第20話 メイド少女、勉強を教える

** junji side **


 朱鷺川淳次ときかわじゅんじは彼のアトリエにて、愛する妻からのメッセージを受け取った。

 内容は、娘である瑠々の仕事に関するものだ。

 淳次はまたきたか、と少し憂鬱そうな表情を浮かべる。


 淳次の元には、先日から瑠々についての不可解な報告が立て続けに届いていた。

 例えばメイド服を着て仕事をしているとか、早朝歩いて仕事場に行ったとか、千本柿笑午に送迎をさせることになった、などの報告だ。

 淳次は色々と言いたいことがあったが、麻里江からの「瑠々の好きにさせてあげて」という願いを聞き入れ、不満を抱えつつも口を閉じていたのだった。


 娘は次はいったい何をやらかしたのかと、メッセージの内容を確認する。

 メッセージの文章を読んだ淳次は案の定、こめかみに血管を浮かべる事になった。

 瑠々が漫画のヒロインのモデルにしてもらうため、水着や下着の写真を千本柿笑午に渡し、笑午もその写真を元にヒロインをデザインしたのだという。


 明らかにアシスタントの範疇を超えているし、笑午の行動も未成年に対し不適切だ。

 怒りの感情を抱えつつ、メッセージアプリのトークルームに作られたアルバムを確認する。

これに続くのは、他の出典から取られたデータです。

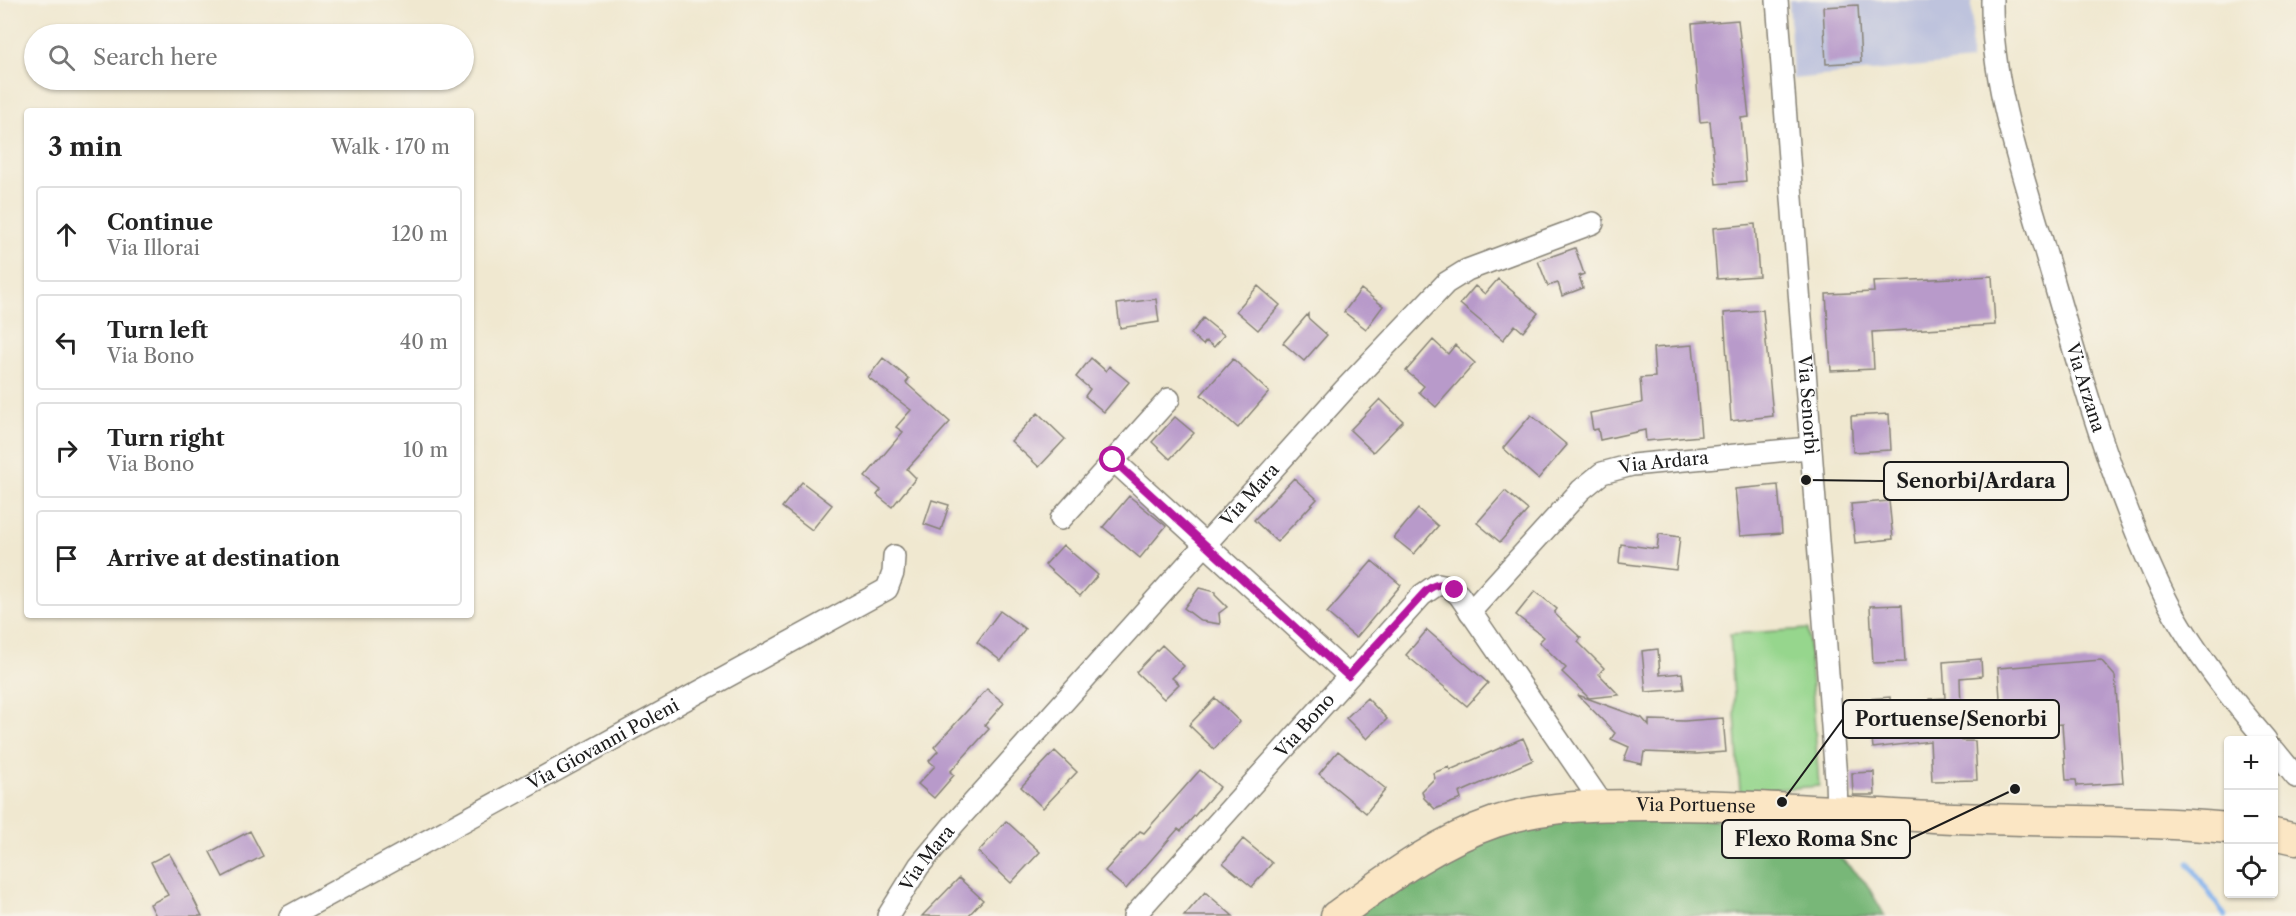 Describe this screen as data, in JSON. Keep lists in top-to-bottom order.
{
  "streets": {
    "main road": ["Via Portuense"],
    "street": [
      "Via Arzana",
      "Via Senorbì",
      "Via Ardara",
      "Via Mara",
      "Via Bono",
      "Via Giovanni Poleni"
    ]
  },
  "crossings": [
    ["Via Senorbì", "Via Ardara"],
    ["Via Senorbì", "Via Portuense"],
    ["Via Ardara", "Via Bono"],
    ["Via Bono", "Via Portuense"]
  ],
  "places": ["Senorbi/Ardara", "Flexo Roma Snc", "Portuense/Senorbi"],
  "page": {
    "search": "Search here",
    "heading": ["3 min", "Walk · 170 m"],
    "list": [
      ["Continue", "Via Illorai", "120 m"],
      ["Turn left", "Via Bono", "40 m"],
      ["Turn right", "Via Bono", "10 m"],
      "Arrive at destination"
    ],
    "map_buttons": ["+", "−"]
  }
} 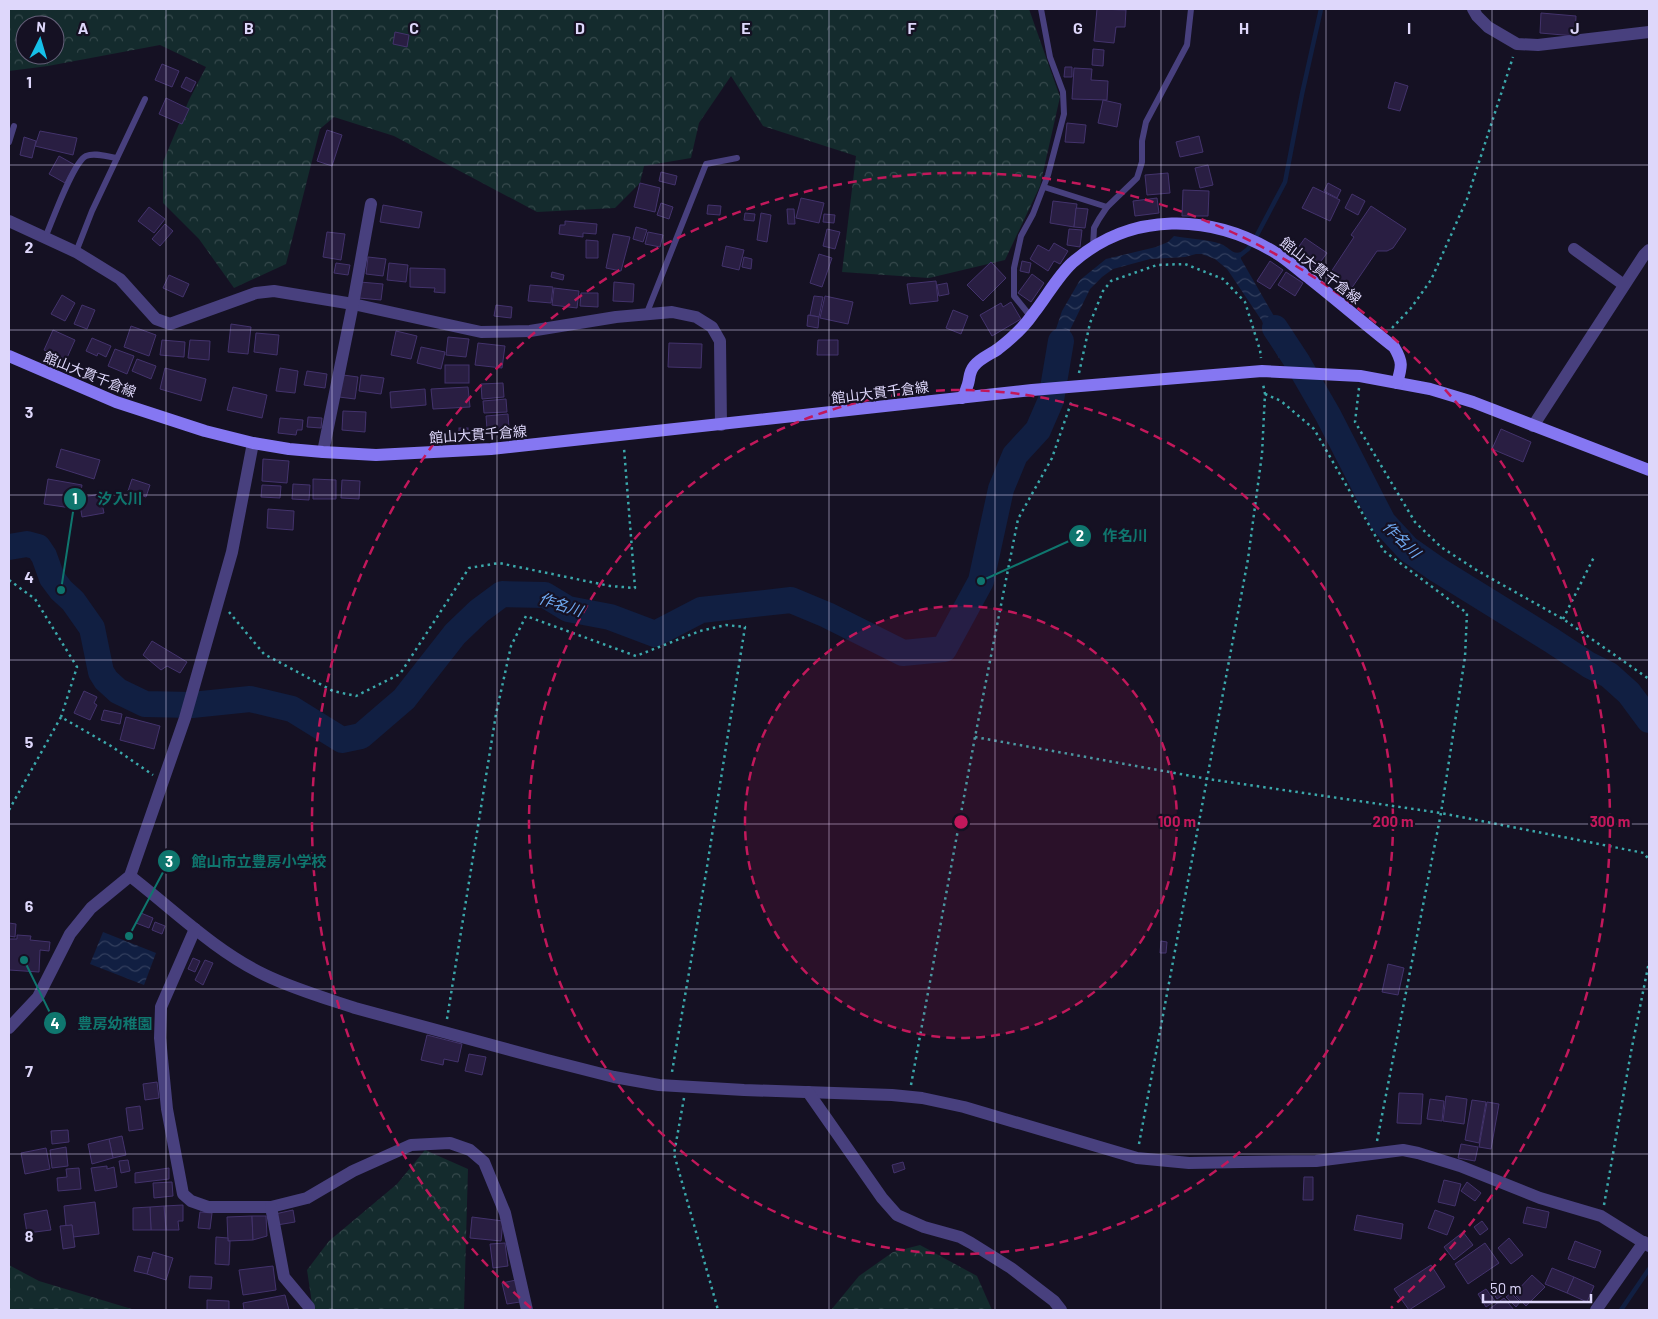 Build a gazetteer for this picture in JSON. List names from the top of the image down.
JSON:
{
  "streets": {
    "main road": ["館山大貫千倉線"]
  },
  "water": ["作名川"],
  "places": [
    "作名川",
    "汐入川",
    "館山市立豊房小学校",
    "豊房幼稚園"
  ],
  "scale_bar": "50 m",
  "north": "top",
  "grid": {
    "columns": [
      "A",
      "B",
      "C",
      "D",
      "E",
      "F",
      "G",
      "H",
      "I",
      "J"
    ],
    "rows": [
      "1",
      "2",
      "3",
      "4",
      "5",
      "6",
      "7",
      "8"
    ]
  },
  "rings": ["100 m", "200 m", "300 m"]
} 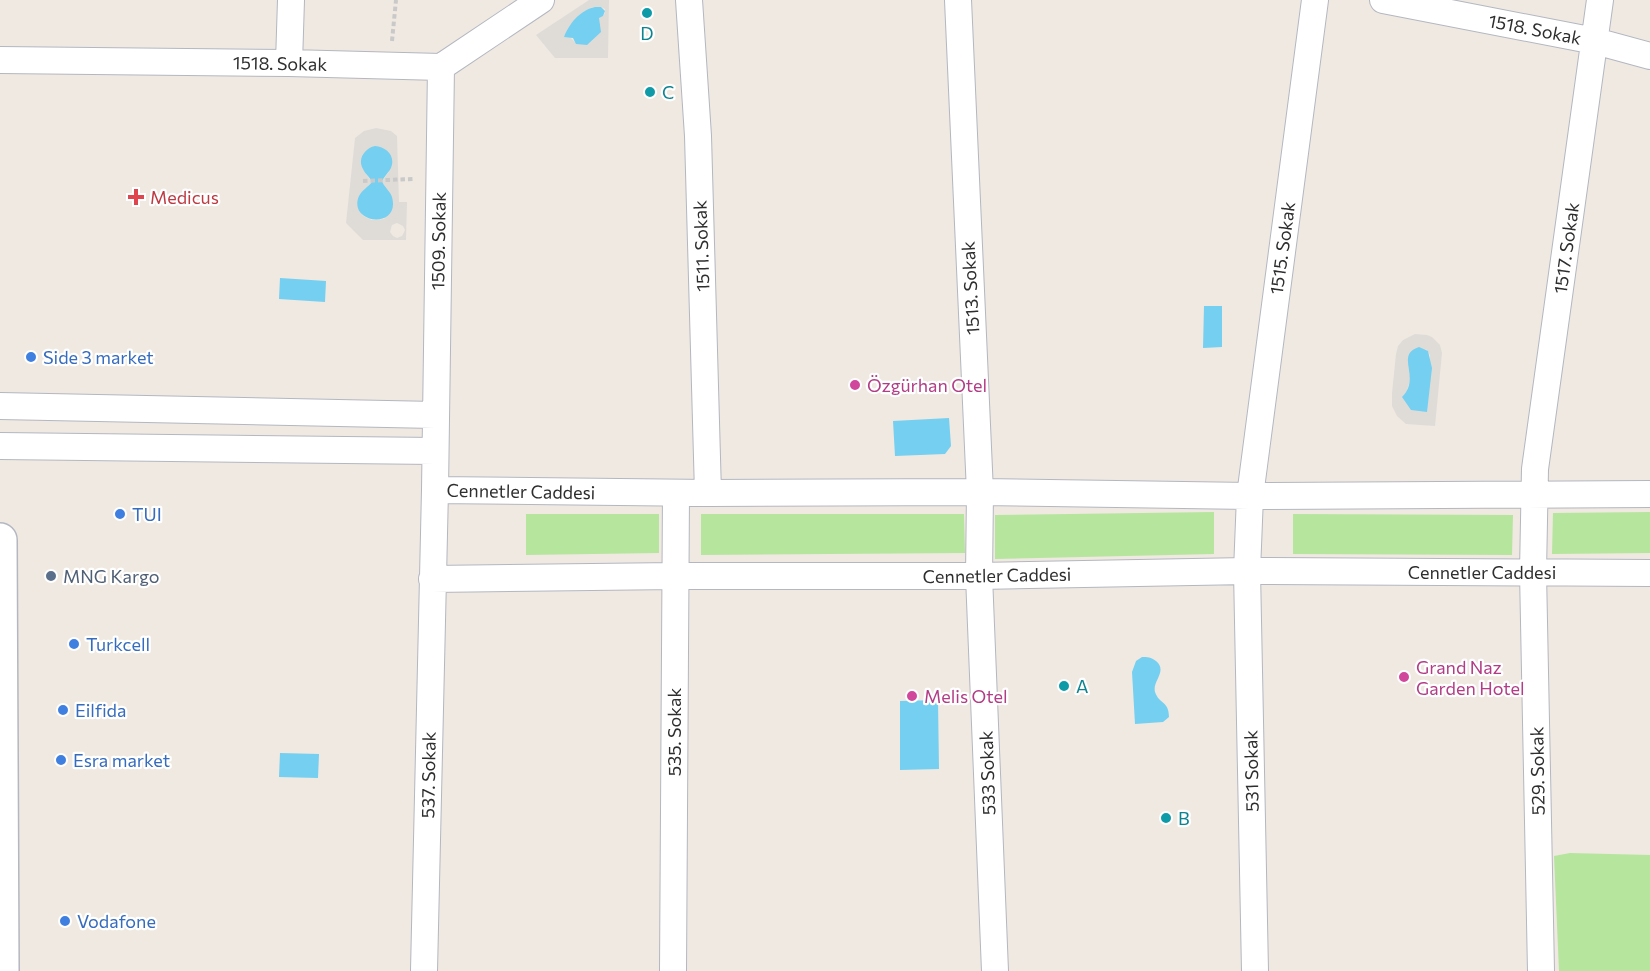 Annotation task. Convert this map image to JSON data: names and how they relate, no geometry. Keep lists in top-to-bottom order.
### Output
{
  "streets": {
    "street": [
      "1518. Sokak",
      "1509. Sokak",
      "1511. Sokak",
      "1515. Sokak",
      "1517. Sokak",
      "1513. Sokak",
      "Cennetler Caddesi",
      "535. Sokak",
      "531 Sokak",
      "529. Sokak",
      "533 Sokak",
      "537. Sokak"
    ]
  },
  "crossings": [
    ["1518. Sokak", "1509. Sokak"],
    ["1518. Sokak", "1517. Sokak"],
    ["1509. Sokak", "Cennetler Caddesi"],
    ["1511. Sokak", "Cennetler Caddesi"],
    ["1515. Sokak", "Cennetler Caddesi"],
    ["1515. Sokak", "531 Sokak"],
    ["1517. Sokak", "Cennetler Caddesi"],
    ["1517. Sokak", "529. Sokak"],
    ["1513. Sokak", "Cennetler Caddesi"],
    ["1513. Sokak", "533 Sokak"],
    ["Cennetler Caddesi", "535. Sokak"],
    ["Cennetler Caddesi", "531 Sokak"],
    ["Cennetler Caddesi", "529. Sokak"],
    ["Cennetler Caddesi", "533 Sokak"],
    ["Cennetler Caddesi", "537. Sokak"]
  ],
  "places": {
    "other": [
      "D",
      "C",
      "Side 3 market",
      "Özgürhan Otel",
      "TUI",
      "MNG Kargo",
      "Turkcell",
      "Grand Naz Garden Hotel",
      "A",
      "Melis Otel",
      "Eilfida",
      "Esra market",
      "B",
      "Vodafone"
    ],
    "health": ["Medicus"]
  }
} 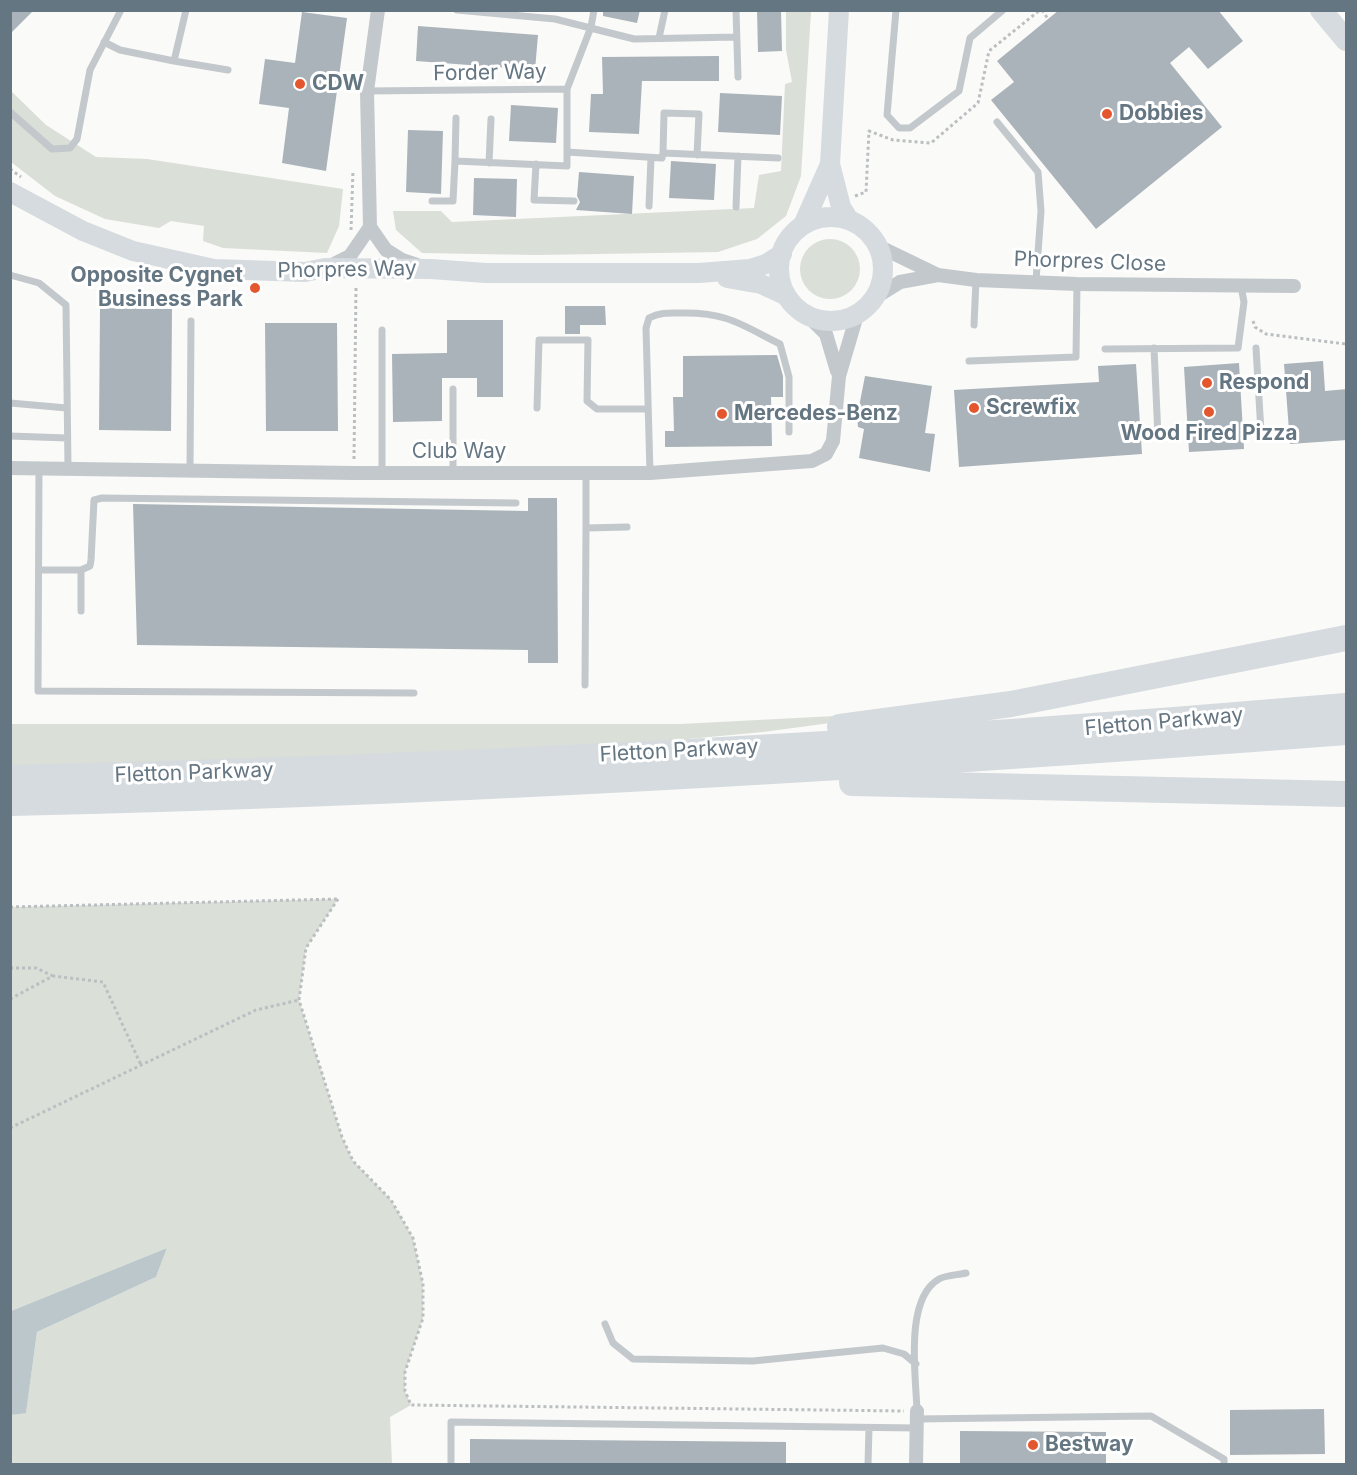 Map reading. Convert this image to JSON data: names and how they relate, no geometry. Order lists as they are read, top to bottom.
{
  "streets": {
    "highway": ["Fletton Parkway"],
    "street": ["Phorpres Close", "Phorpres Way", "Club Way"],
    "lane": ["Forder Way"]
  },
  "crossings": [
    ["Phorpres Close", "Phorpres Way"],
    ["Phorpres Close", "Club Way"],
    ["Phorpres Way", "Club Way"]
  ],
  "places": [
    "CDW",
    "Dobbies",
    "Opposite Cygnet Business Park",
    "Respond",
    "Screwfix",
    "Wood Fired Pizza",
    "Mercedes-Benz",
    "Bestway"
  ]
}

 瞬間、淳次の中にあった怒りは消え去り、代わりに生じた感情は驚愕だった。


 アルバムページの瑠々の写真は、どれもカメラ目線で表情が豊かだった。

 淳次は今までカメラ目線、つ赤面していない瑠々の写真を見たことがなかった。

 瑠々は写真やビデオに撮られることが嫌いで、淳次がカメラを向けても決して笑ってくれることがなかった。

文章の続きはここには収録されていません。